Bracy v. Great Northern Railway Co.

343 P.2d 848, 136 Mont. 65
CourtMontana Supreme Court
DecidedSeptember 23, 1959
Docket9826
StatusPublished
Cited by33 cases

This text of 343 P.2d 848 (Bracy v. Great Northern Railway Co.) is published on Counsel Stack Legal Research, covering Montana Supreme Court primary law. Counsel Stack provides free access to over 12 million legal documents including statutes, case law, regulations, and constitutions.

Bluebook
Bracy v. Great Northern Railway Co., 343 P.2d 848, 136 Mont. 65 (Mo. 1959).

Opinion

MR. JUSTICE ANGSTMAN:

Defendant appeals from a judgment rendered on a verdict in the sum of $27,500 for personal injuries sustained by plaintiff while employed as a fireman, but working as an engineer, on a switch engine. The action is one under the Federal Employers’ Liability Act. 45 U.S.C.A. Secs. 51-59.

Plaintiff’s amended complaint alleges the accident occurred while the railroad crew was making up a train in the defendant’s yards at Hillyard, Washington.

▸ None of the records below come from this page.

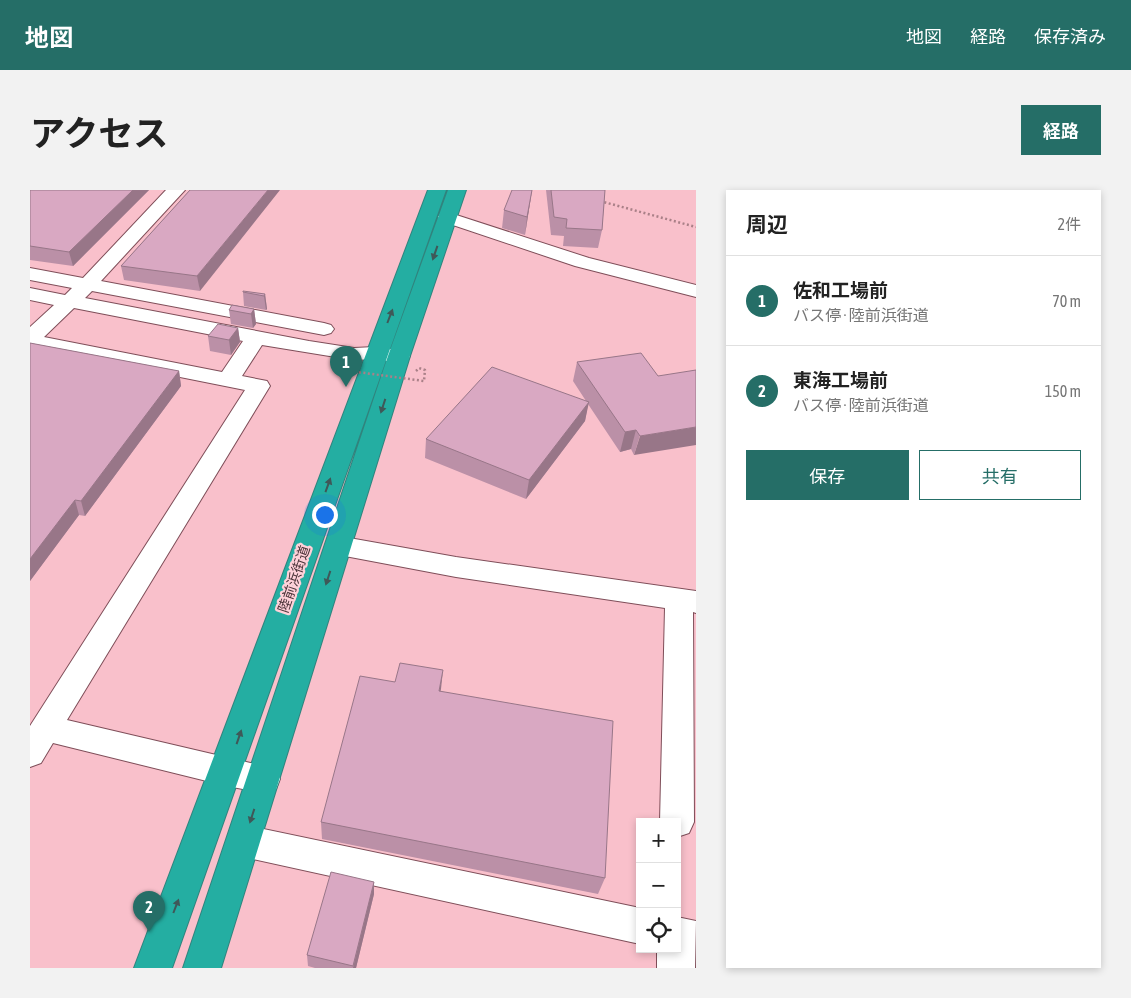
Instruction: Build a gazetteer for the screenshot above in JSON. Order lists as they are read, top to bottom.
{
  "streets": {
    "highway": ["陸前浜街道"]
  },
  "page": {
    "header": "地図",
    "nav": ["地図", "経路", "保存済み"],
    "title": "アクセス",
    "buttons": [
      "経路",
      ["保存", "共有"]
    ],
    "heading": ["周辺", "2件"],
    "list": [
      {
        "mark": "1",
        "name": "佐和工場前",
        "note": "バス停 · 陸前浜街道",
        "value": "70 m"
      },
      {
        "mark": "2",
        "name": "東海工場前",
        "note": "バス停 · 陸前浜街道",
        "value": "150 m"
      }
    ],
    "pins": ["1", "2"],
    "map_buttons": ["+", "−"]
  }
}
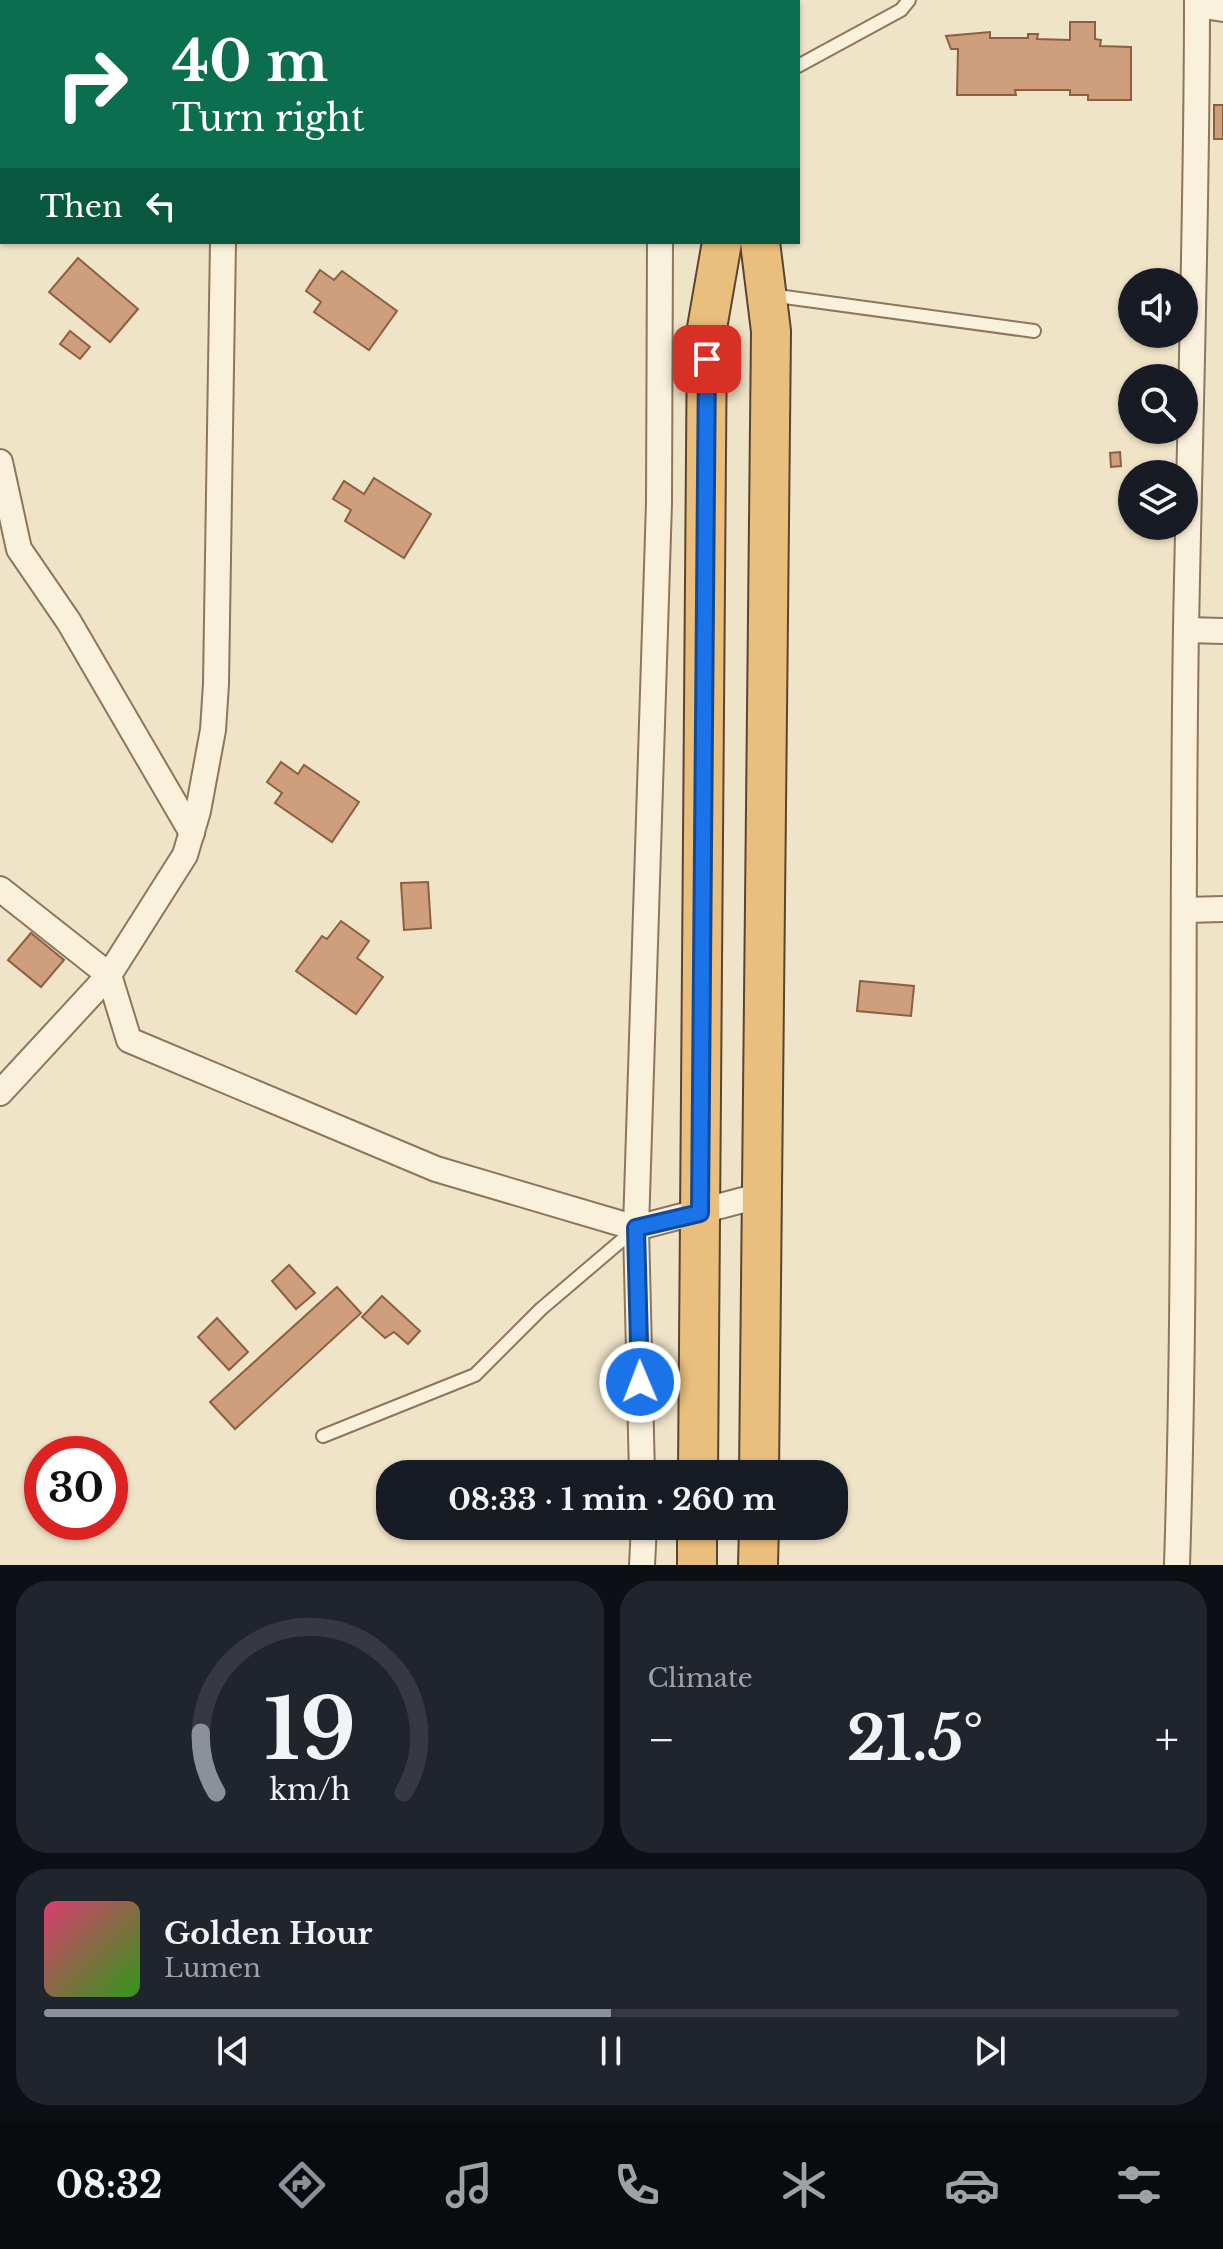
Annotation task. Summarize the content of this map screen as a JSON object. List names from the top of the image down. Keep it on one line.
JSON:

It was alleged that the accident occurred at night, and while plaintiff was pushing cars westward with the engine; that the operation was controlled by lanterns in the hands of switchmen who gave signals designed to control the movement of the engine; that during the course of these operations there was a violent and sudden collision between the train which plaintiff was operating and ears that were stationary on the track; that the impact caused the injuries to plaintiff complained of; that the negligence was attributed to switchmen who failed to give the signal that there were cars on the track and who were alleged to have been negligent in other particulars; that there were three cabooses between the engine driven by plaintiff and the cars which he was pushing on the track, and these obstructed his view so that he had to rely solely on the signals given by the switchmen.

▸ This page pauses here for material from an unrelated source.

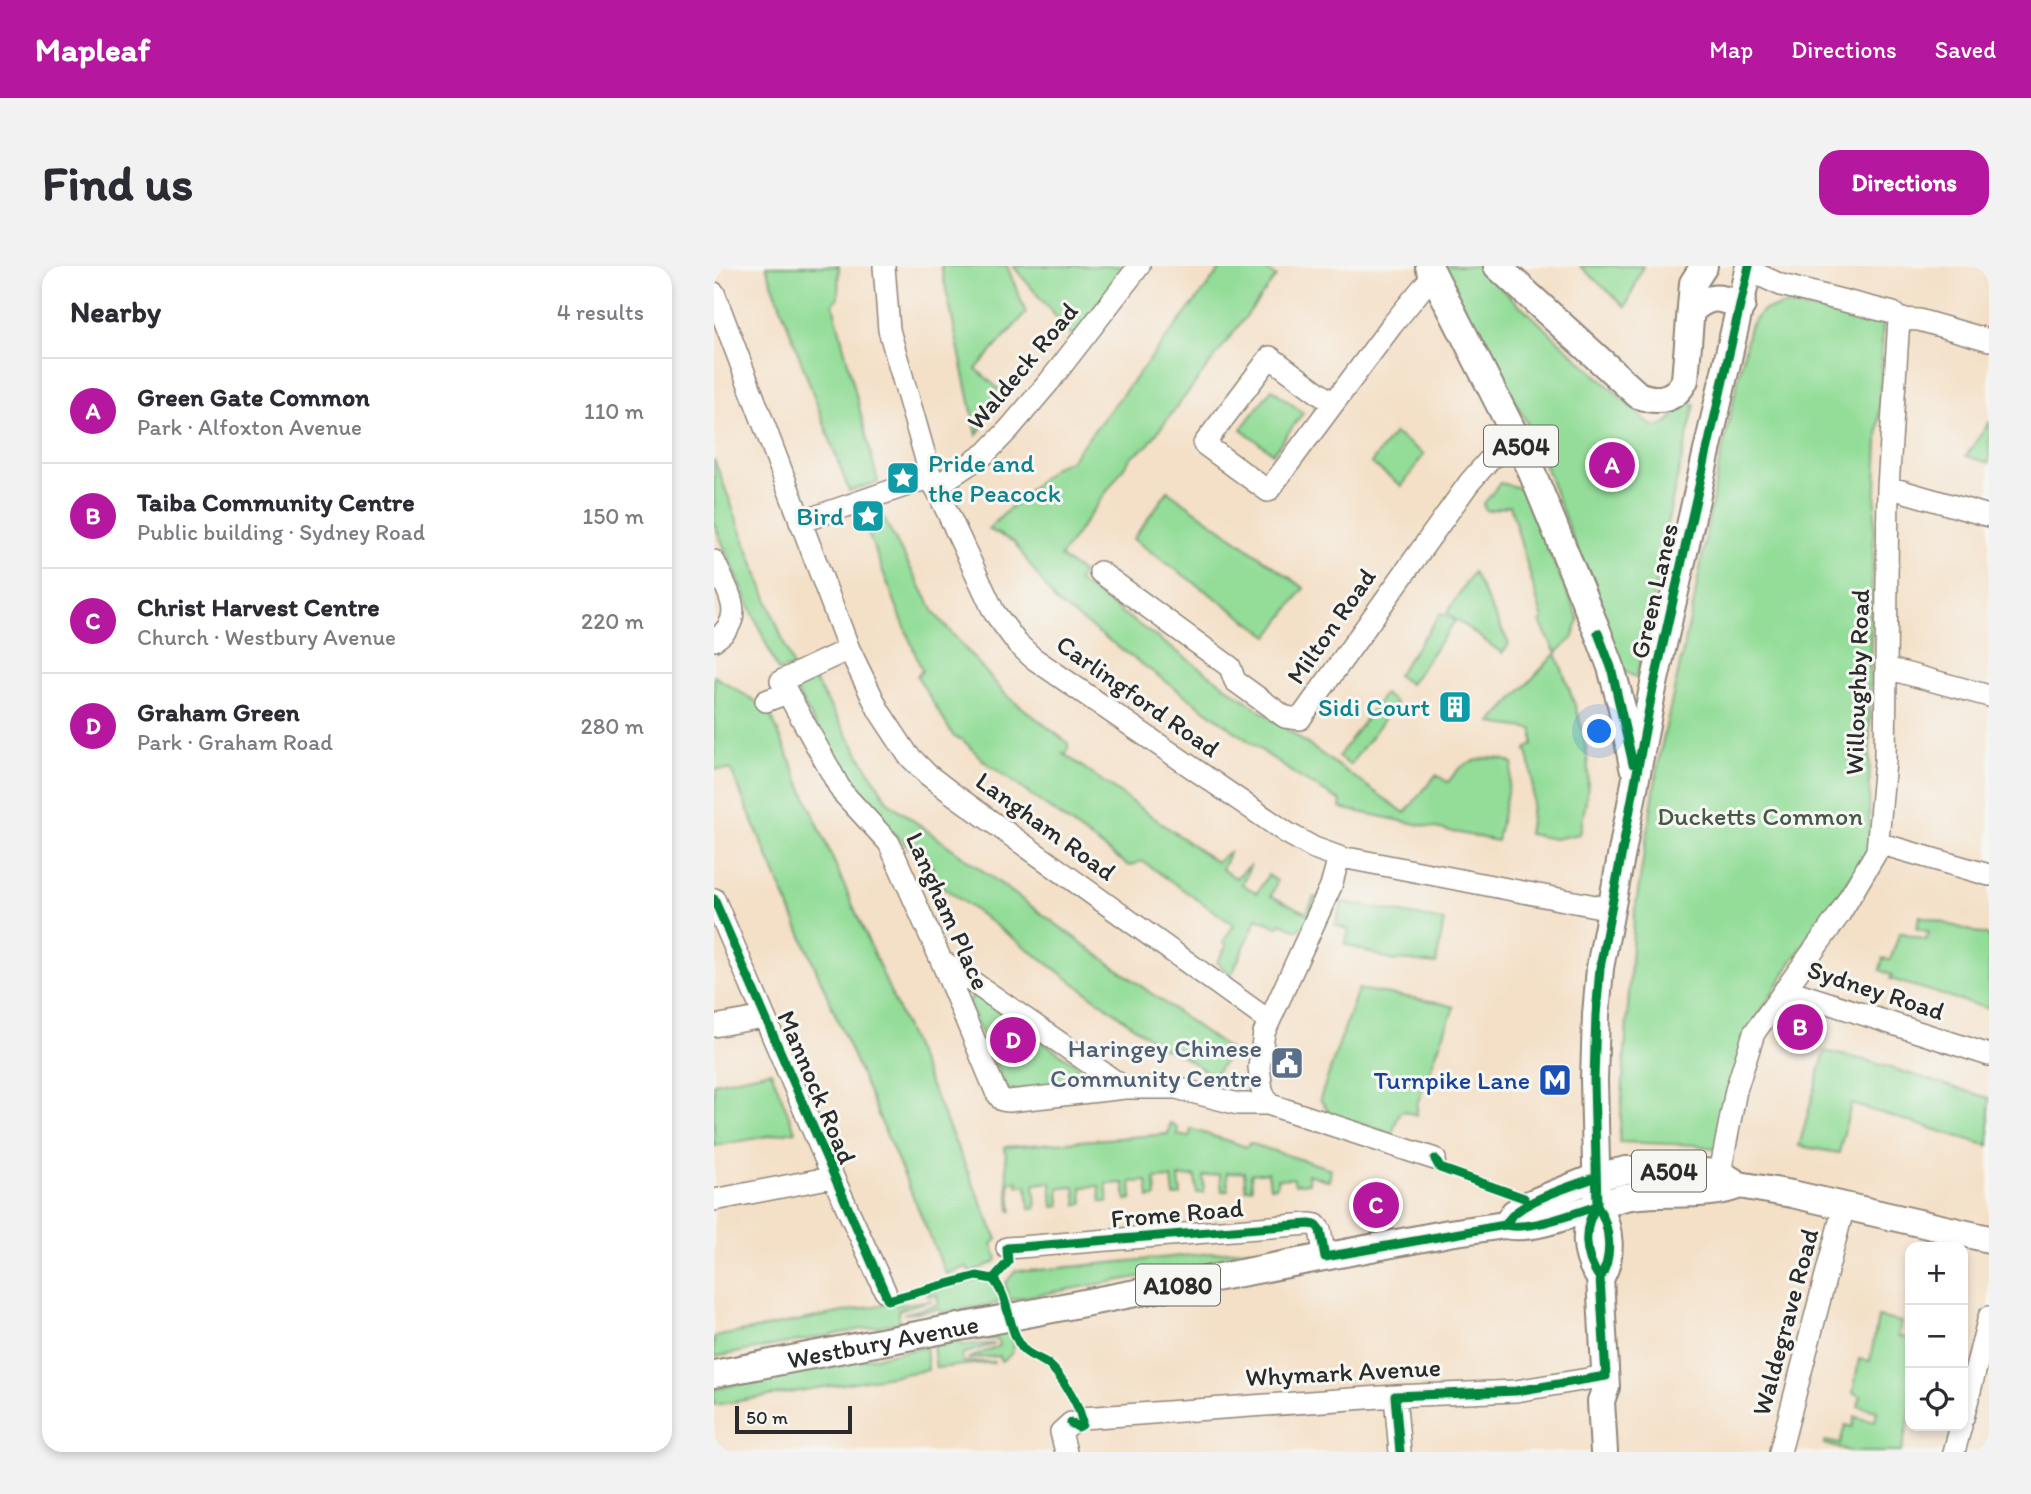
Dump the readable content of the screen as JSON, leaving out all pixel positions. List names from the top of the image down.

Defendant’s first contention is that the court erred in denying its motion to dismiss the complaint upon the ground that the action was not brought in the proper or convenient forum in that all the witnesses reside in the State of Washington where the accident occurred. Defendant relies on the doctrine of forum non conveniens. The motion was made before trial, renewed at the beginning of trial, and again at the close of the case. The several motions were denied.

*68 In its order denying the motion, the court expressed doubt as to whether the doctrine of forum non conveniens has any application in Montana, but stated in substance that even though it is proper to apply the doctrine in this state, the facts in the instant ease do- not warrant its application here.

Defendant asks us to settle the question as to whether the doctrine has application in this state. We see no> purpose in resolving this academic question here. If it does apply, the court cannot be placed in error for not granting the several motions. Admittedly, whether the doctrine should be applied in a given case is a question resting in the discretion of the trial court. Cullinan v. New York Cent. R. Co., D.C.N.Y. 1948, 83 F. Supp. 870; Mooney v. Denver & R. G. W. R. Co., 118 Utah 307, 221 Pac. (2d) 628.

Affidavits of defendant show plaintiff to be a resident of Spokane, Washington, which is near the place of the accident at Hillyard, Washington; that it would be inconvenient and expensive for defendant to try the case in Butte, Montana; that the jury would be precluded from viewing the scene of the accident; that witnesses could not be compelled to attend the trial in Montana by process of court; and that both the state and federal courts at Spokane, Washington, were available with no undue delay.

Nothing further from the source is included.